Catherine Hervey
All Our Names
Dinaw Mengestu retreads some familiar territory in his latest novel, All Our Names. He has always made his thematic home in the immigrant experience (his family left Ethiopia when he was two years old), and both of his two previous novels, The Beautiful Things that Heaven Bears and How to Read the Air, center on the attempts of Ethiopian immigrants to build a life in America after fleeing the violence of revolution. In All Our Names, however, the clock is set with a one-year visa instead of a new American life, and the immigrant in question is caught somewhere in the uncomfortable space between victim and perpetrator.
The narrative shifts between two perspectives. There is Isaac, an Ethiopian living in Kampala, Uganda, who spends his days haunting the grounds of the university, pretending to be a student and listening in on political demonstrations. And there is Helen, the white Midwestern social worker to whom Isaac is assigned when he arrives in America many months later. In Kampala, Isaac (who has not yet been gifted the name he will go by for the rest of the story) befriends the original Isaac, another pretend-student whose revolutionary spark is unsatisfied by the courtyard sit-ins that are the extent of his peers' action. In America, Helen and Isaac secretly begin a relationship made difficult by small-town racism and the silence surrounding Isaac's past.

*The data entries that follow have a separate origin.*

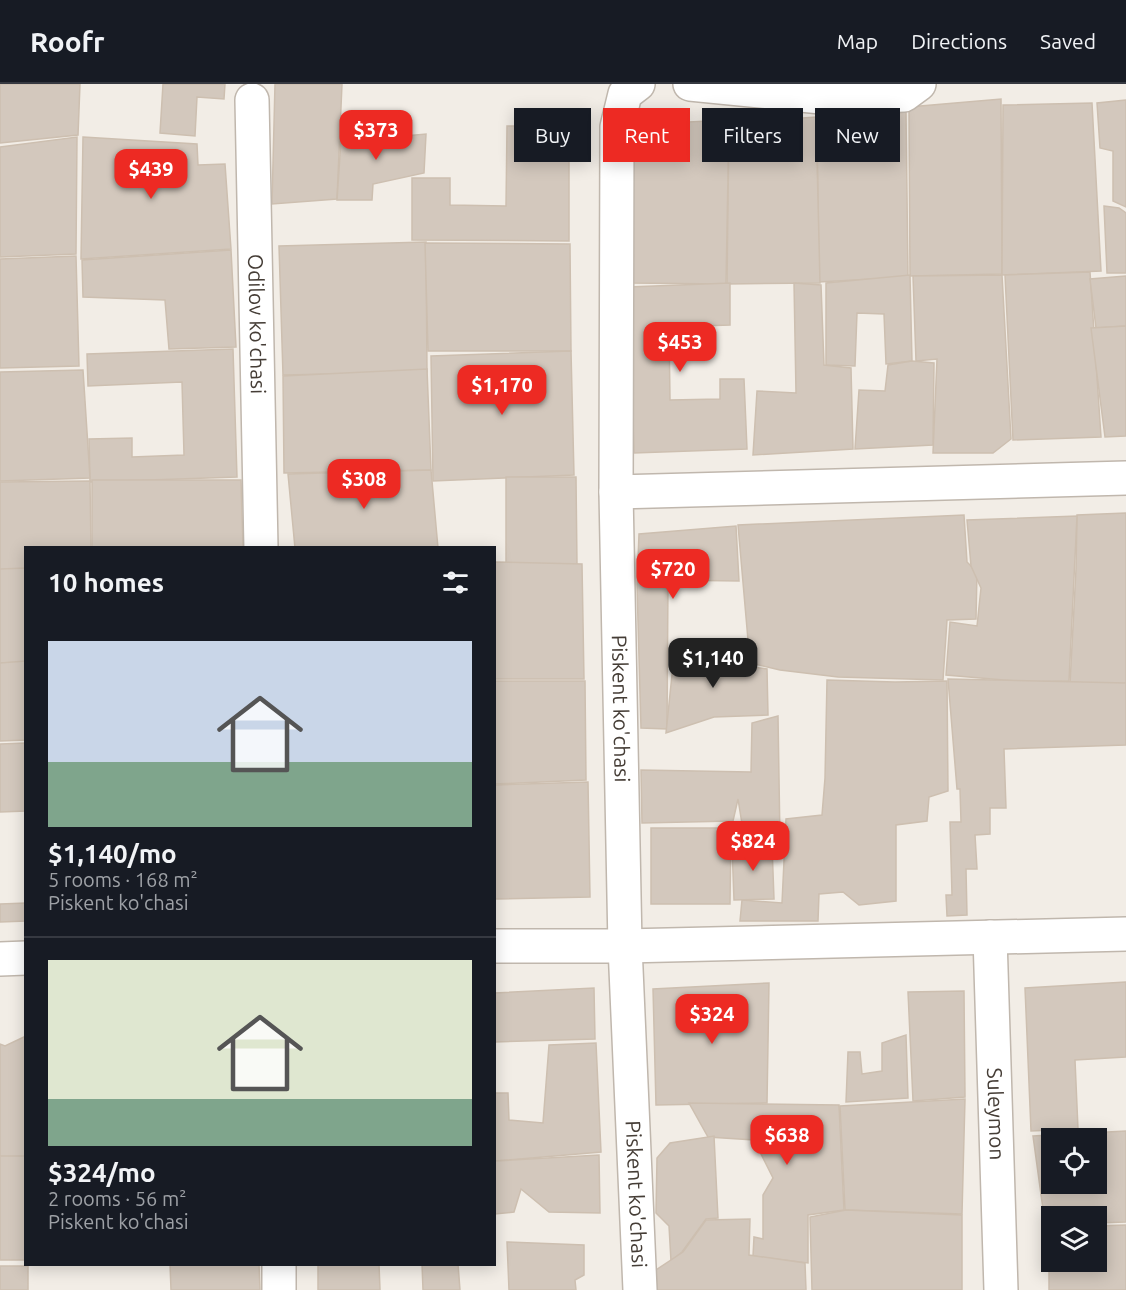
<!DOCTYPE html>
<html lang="en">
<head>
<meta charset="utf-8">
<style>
	:root { --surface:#171b24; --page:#20242c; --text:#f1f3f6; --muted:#9ea1a6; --line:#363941; --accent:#ed2a23 }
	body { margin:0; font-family:Ubuntu,sans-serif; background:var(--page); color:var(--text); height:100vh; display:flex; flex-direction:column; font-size:22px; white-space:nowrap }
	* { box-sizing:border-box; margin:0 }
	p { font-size:20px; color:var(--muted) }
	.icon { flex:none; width:33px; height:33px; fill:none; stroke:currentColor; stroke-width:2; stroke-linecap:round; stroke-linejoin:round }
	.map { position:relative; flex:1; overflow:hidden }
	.drawer { position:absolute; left:24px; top:462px; width:472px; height:720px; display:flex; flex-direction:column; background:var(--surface); border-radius:0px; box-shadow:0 3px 15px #0003 }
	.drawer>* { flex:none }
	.hud { position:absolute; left:514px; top:24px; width:520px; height:54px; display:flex; gap:12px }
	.fabs { position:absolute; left:1041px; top:1044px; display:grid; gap:12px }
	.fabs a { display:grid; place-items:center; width:66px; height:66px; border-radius:0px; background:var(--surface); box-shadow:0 3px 15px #0003; font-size:30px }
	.price { position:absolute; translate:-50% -51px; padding:0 14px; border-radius:12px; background:var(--accent); color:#fff; font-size:20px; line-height:39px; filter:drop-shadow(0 2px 3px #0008) }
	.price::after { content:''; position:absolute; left:50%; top:36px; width:18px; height:14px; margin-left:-9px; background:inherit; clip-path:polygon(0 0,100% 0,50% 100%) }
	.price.current { background:#222; color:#fff }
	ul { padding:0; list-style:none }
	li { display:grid; align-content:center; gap:12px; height:318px; padding:0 24px }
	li+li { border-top:2px solid var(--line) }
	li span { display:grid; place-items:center; height:186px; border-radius:0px; color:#555 }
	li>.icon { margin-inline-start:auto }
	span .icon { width:108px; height:108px; fill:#fffc; stroke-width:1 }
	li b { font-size:26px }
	h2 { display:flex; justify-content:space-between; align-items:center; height:72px; padding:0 24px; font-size:26px }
	.pill { padding:0 21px; border-radius:0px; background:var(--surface); box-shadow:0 3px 15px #0003; font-size:21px; line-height:54px }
	.pill.current { background:var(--accent); color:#fff }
	header { display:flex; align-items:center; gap:36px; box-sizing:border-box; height:84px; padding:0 30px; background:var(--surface); border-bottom:2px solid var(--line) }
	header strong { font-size:28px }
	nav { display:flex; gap:33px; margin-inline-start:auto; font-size:21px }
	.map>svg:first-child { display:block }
	.building { fill:#d3c8bd; stroke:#cdbfb0; stroke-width:1.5; fill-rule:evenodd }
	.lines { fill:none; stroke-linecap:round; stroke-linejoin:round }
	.minor-casing { stroke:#c0b7ad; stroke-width:36 }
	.minor { stroke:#fff; stroke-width:33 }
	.labels { text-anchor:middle; stroke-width:4.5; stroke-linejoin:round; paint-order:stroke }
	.street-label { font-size:21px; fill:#453d36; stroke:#fff }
</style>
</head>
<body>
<header>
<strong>Roofr</strong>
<nav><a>Map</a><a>Directions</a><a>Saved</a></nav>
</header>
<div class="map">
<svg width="1126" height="1206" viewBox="0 0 1126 1206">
	<rect width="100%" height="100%" fill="#f2ede6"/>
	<!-- building -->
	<g class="building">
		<path d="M 0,0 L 80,0 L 78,51 L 0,59 Z"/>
		<path d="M 163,0 L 225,0 L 224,15 L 197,13 L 195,52 L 160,49 Z"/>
		<path d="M 275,0 L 342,0 L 337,115 L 272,120 Z"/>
		<path d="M 1001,15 L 1002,190 L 910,192 L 909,23 Z"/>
		<path d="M 1126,16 L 1126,123 L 1113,117 L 1113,67 L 1100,64 L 1097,19 Z"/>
		<path d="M 1092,19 L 1101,187 L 1002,191 L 1003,21 Z"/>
		<path d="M 906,28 L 908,193 L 819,198 L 817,36 Z"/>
		<path d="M 816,33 L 820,199 L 727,200 L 729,39 Z"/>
		<path d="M 729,36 L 726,200 L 629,199 L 627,41 Z"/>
		<path d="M 372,40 L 371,55 L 426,50 L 424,89 L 373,100 L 372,116 L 337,116 L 342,41 Z"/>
		<path d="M 507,42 L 569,42 L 569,157 L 412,156 L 412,94 L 450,94 L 450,121 L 506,122 Z"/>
		<path d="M 77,53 L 76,170 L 0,173 L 0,63 Z"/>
		<path d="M 83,53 L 197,60 L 198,81 L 225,80 L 231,165 L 81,175 Z"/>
		<path d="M 1104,122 L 1119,124 L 1126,129 L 1126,189 L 1107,189 Z"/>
		<path d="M 426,158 L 427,288 L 283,291 L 279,162 Z"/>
		<path d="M 425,159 L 570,160 L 571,267 L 428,267 Z"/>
		<path d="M 231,166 L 236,263 L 169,265 L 165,216 L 83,213 L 82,176 Z"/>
		<path d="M 76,172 L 79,282 L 0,284 L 0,175 Z"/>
		<path d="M 1090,188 L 1101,353 L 1013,356 L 1005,191 Z"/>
		<path d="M 910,191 L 912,277 L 886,280 L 884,230 L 857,229 L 855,282 L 826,281 L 826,199 Z"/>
		<path d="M 1002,191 L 1011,355 L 993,369 L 933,369 L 937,275 L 916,277 L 913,192 Z"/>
		<path d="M 1126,192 L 1126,242 L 1096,244 L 1090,195 Z"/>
		<path d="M 730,199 L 730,241 L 669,243 L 670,316 L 720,315 L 720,295 L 744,295 L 747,365 L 634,369 L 629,203 Z"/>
		<path d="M 794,199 L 821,201 L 824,281 L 851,284 L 853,365 L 753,371 L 757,307 L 796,309 Z"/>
		<path d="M 1126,242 L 1126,352 L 1105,353 L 1091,244 Z"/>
		<path d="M 233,265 L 237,393 L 90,398 L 89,355 L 132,354 L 132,373 L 184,371 L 182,298 L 88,302 L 87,270 Z"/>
		<path d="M 571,267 L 574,391 L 433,397 L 431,272 Z"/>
		<path d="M 912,277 L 934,279 L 933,361 L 855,365 L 859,306 L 885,307 L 888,281 Z"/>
		<path d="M 427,285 L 431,386 L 284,389 L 283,292 Z"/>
		<path d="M 83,286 L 90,394 L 0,397 L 0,288 Z"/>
		<path d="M 431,386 L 438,464 L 295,464 L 288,390 Z"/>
		<path d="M 506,393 L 576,393 L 577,481 L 506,481 Z"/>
		<path d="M 92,396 L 241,396 L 243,464 L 92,464 Z"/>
		<path d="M 90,397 L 91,464 L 26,464 L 26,485 L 0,486 L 0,398 Z"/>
		<path d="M 1126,429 L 1126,600 L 1070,600 L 1076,485 L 1077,431 Z"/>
		<path d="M 964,431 L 967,478 L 977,488 L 976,535 L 947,536 L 943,596 L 838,593 L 780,586 L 750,579 L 738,441 Z"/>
		<path d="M 1077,432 L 1069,597 L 1026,598 L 946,591 L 950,538 L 977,542 L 981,504 L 971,482 L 967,436 Z"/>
		<path d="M 736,442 L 739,497 L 668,496 L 667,645 L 641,644 L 637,501 L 639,450 Z"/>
		<path d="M 495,478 L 582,480 L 584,595 L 495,595 Z"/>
		<path d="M 26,484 L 26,578 L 0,579 L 0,485 Z"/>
		<path d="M 675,562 L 710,566 L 714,578 L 767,585 L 768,631 L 714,633 L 666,649 Z"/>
		<path d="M 26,577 L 26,656 L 0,657 L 0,579 Z"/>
		<path d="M 948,595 L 1126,599 L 1126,661 L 1004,665 L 1006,724 L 990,724 L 990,750 L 975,751 L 977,785 L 966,785 L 967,831 L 947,832 L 946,811 L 952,811 L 950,738 L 961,738 L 960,705 L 957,705 Z"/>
		<path d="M 827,596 L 895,598 L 947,597 L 948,707 L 929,713 L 927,737 L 896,741 L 896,817 L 859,821 L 843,808 L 819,810 L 818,837 L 740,837 L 742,816 L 782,819 L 786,735 L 822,731 L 825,694 Z"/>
		<path d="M 495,597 L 585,597 L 586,696 L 495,700 Z"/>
		<path d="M 778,632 L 780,756 L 756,754 L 743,746 L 738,715 L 733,737 L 642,739 L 641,686 L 751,688 L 752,639 Z"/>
		<path d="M 26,659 L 26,727 L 0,728 L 0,660 Z"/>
		<path d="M 588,698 L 590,813 L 495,815 L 495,701 Z"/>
		<path d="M 651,744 L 731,744 L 730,820 L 651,820 Z"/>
		<path d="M 772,761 L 774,815 L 734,816 L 732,762 Z"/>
		<path d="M 26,819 L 26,837 L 0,838 L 0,820 Z"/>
		<path d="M 1126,898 L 1126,973 L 1075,976 L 1078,1045 L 1031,1047 L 1025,904 Z"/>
		<path d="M 769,899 L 767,1019 L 656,1021 L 653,905 Z"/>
		<path d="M 594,904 L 595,955 L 495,958 L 495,909 Z"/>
		<path d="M 964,907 L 965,1013 L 913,1017 L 908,908 Z"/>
		<path d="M 906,951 L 908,1014 L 846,1018 L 848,968 L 860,968 L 862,990 L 882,987 L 882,959 Z"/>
		<path d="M 26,952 L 26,1073 L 0,1075 L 0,960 L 5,962 Z"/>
		<path d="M 596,959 L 601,1068 L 495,1077 L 495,1009 L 508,1009 L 509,1036 L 543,1039 L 549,961 Z"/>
		<path d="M 965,1015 L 962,1130 L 845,1126 L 840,1022 Z"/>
		<path d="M 689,1019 L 839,1021 L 844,1126 L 808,1131 L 808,1179 L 753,1172 L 754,1153 L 763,1155 L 763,1111 L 773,1094 L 754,1056 L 708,1053 Z"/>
		<path d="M 1126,1047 L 1126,1138 L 1096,1139 L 1096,1132 L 1052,1132 L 1052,1140 L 1045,1140 L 1033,1052 ZM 1052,1054 L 1096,1054 L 1096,1100 L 1052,1100 Z"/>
		<path d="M 714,1052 L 718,1134 L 706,1135 L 682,1168 L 671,1177 L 669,1142 L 656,1129 L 657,1074 L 670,1059 Z"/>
		<path d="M 599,1071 L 600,1129 L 549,1128 L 521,1105 L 514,1128 L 495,1130 L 495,1077 Z"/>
		<rect x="0" y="1072" width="26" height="104"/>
		<path d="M 846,1126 L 962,1131 L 962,1206 L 812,1206 L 810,1133 Z"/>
		<path d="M 750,1135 L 749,1171 L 805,1179 L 806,1206 L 657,1206 L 656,1186 L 683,1168 L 706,1136 Z"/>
		<path d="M 1126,1141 L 1126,1206 L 1049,1206 L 1049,1144 L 1052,1144 L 1052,1178 L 1096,1178 L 1096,1142 Z"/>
		<path d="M 507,1158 L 584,1161 L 584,1191 L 575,1196 L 576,1206 L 509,1206 Z"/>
		<path d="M 170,1180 L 259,1180 L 260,1206 L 171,1206 Z"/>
		<path d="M 318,1180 L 379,1180 L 380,1206 L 318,1206 Z"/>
		<path d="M 422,1180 L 458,1180 L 460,1206 L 423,1206 Z"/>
		<rect x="0" y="1182" width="28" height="24"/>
	</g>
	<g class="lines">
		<!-- minor casing -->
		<g class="minor-casing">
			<g id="minor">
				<path id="s1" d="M 638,0 L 625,10 L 617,43 L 616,408 L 625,862 L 640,1206"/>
				<path d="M 690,0 L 831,14 L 904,11 L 919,0"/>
				<path id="s2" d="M 252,16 L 261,464"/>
				<path d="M 616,408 L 1126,394"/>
				<path id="s3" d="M 990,853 L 1001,1206"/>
				<path d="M 495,862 L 625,862 L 1126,850"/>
				<path d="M 0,875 L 26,874"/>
				<path d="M 279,1180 L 279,1206"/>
			</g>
		</g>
		<!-- minor -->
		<use href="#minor" class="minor"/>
	</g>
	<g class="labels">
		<!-- street labels -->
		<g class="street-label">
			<text dy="7" stroke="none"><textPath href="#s2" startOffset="224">Odilov ko'chasi</textPath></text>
			<text dy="7" stroke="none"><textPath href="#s1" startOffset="632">Piskent ko'chasi</textPath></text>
			<text dy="7" stroke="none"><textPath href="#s3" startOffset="177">Suleymon</textPath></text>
			<text dy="7" stroke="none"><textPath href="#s1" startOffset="1118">Piskent ko'chasi</textPath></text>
		</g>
	</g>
</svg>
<div class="fabs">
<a><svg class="icon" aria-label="locate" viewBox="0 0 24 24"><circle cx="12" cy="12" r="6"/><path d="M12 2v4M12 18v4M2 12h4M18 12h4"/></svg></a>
<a><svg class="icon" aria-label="layers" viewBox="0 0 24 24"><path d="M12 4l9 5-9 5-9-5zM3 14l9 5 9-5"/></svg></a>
</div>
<b class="price" style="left:376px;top:77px">$373</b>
<b class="price" style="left:151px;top:116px">$439</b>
<b class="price" style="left:680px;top:289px">$453</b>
<b class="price" style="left:502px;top:332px">$1,170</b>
<b class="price" style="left:364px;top:426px">$308</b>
<b class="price" style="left:673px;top:516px">$720</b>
<b class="price current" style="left:713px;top:605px">$1,140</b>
<b class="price" style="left:753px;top:788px">$824</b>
<b class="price" style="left:712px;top:961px">$324</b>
<b class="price" style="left:787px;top:1082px">$638</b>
<div class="hud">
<a class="pill">Buy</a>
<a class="pill current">Rent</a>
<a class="pill">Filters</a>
<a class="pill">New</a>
</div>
<section class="drawer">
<h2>10 homes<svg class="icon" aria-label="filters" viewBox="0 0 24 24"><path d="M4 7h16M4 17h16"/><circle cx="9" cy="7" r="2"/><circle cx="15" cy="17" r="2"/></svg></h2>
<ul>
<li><span style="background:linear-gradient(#c9d6e8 65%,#7fa58c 0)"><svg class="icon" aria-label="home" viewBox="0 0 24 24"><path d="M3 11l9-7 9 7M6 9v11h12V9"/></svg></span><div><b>$1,140/mo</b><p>5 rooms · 168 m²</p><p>Piskent ko'chasi</p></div></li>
<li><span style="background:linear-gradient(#dfe7d0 75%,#7fa58c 0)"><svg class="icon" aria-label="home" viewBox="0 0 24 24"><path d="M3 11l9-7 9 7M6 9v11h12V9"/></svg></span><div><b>$324/mo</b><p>2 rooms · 56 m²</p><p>Piskent ko'chasi</p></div></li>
</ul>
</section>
</div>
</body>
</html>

On the surface, there aren't supposed to be a lot of surprises here. We know that Isaac's share of the narrative will end in a violent unraveling spurred by the political fervor of his best friend and the mood of his generation, a catastrophe from which he emerges with his friend's name and visa. And we know that Helen's relationship with Isaac is temporary, that her story will end with them saying goodbye. Such narrative structures can't rely on plot progression for their energy; they live on a well-crafted atmosphere of unease dogging every step into the expected, on details sufficiently arresting to create something that isn't quite what the reader has imagined.
For the most part, Mengestu succeeds at this. Isaac and Helen's relationship is more interesting for being doomed; there's a vibrancy to their hesitancy and their halting attempts to know each other that wouldn't exist otherwise. Isaac's story in the months before he meets Helen plays out on a much grander scale of political intrigue but somehow lacks this energy. It's a slow slide into inevitable and senseless violence that, while haunting and disturbingly written, doesn't quite rise out of the realm of predictability until the last thirty pages. Once it does, it's unforgettable, but it takes Mengestu longer than it should to get there.
Consequently I found Isaac's perspective more thematically than narratively compelling. He and his fellow university students are the children of those who fought for (and won) independence. As they come of age, it is clear that all is not as it should be on their continent, that something somewhere has gone very wrong. They are as convinced as their predecessors were that they will be the ones to make things right, to usher in the revolution that should have been. Their various idealistic movements occupy different corners of campus, one breed of Marxist ferociously differentiated from another. And yet, Isaac notes, these same young men will be pillaging government funds in a matter of a few years. Why?
Everything back then was supposed to be ours. The city, this country, Africa—they were there for the taking, and, at least in that regard, our approach to the future was no different from that of the Englishmen who preceded us.
This interweaving of responsibility between African and imperialist comes up repeatedly throughout the book. "No one needs to learn how to kill," Isaac says, "but it took the foreigners who came to Africa to show us that it meant nothing to do so." Mengestu is addressing one of the profoundest questions that arises in the face of the horrors of Africa's post-independence decades: Whose fault is this?
The answer is a paradox. There is a whole terrible, unasked-for history breathing down the neck of a man with a gun, but at the same time there is just one man, in one moment, making a decision. And there is everyone who does not stop him. Back in Ethiopia, Isaac's father used to tell him a story about a mythical city where the citizens had to work together to dream of every street and building each night if they wanted all of it to continue to exist when they woke the next day. When they began to tire of dreaming of the same thing over and over, one young man volunteered to dream of the whole city each night for everyone. As buildings, streets, and people slowly disappeared, the citizens realized that they didn't remember their town well enough to take up their old responsibilities: "It was years since anyone had looked at the city closely—at first because they were free to forget it, and later because they were embarrassed and then too afraid to see what they had let it become." The fault belongs to everyone.
Upon reaching America, Isaac finds himself in a world with a tranquil surface that couldn't look more different from what he has just left: the quiet midwestern university town of Laurel. And yet just a few years earlier it looked more like Kampala, its campus seething with protest of the Vietnam War. Helen and her coworkers at the Lutheran Relief Services survive in an atmosphere of crushed idealism; after a while, all suffering begins to look the same. On this side of the globe, too, people are giving up on changing anything.
Into this profound confusion and hopelessness, as he awaits the outcome of a battle that he knows probably shouldn't be fought, Isaac manages to articulate a prayer he feels he can stand on: Have mercy on them all.
Catherine Hervey is a writer in Glen Ellyn, Illinois, where she lives with her husband and daughter.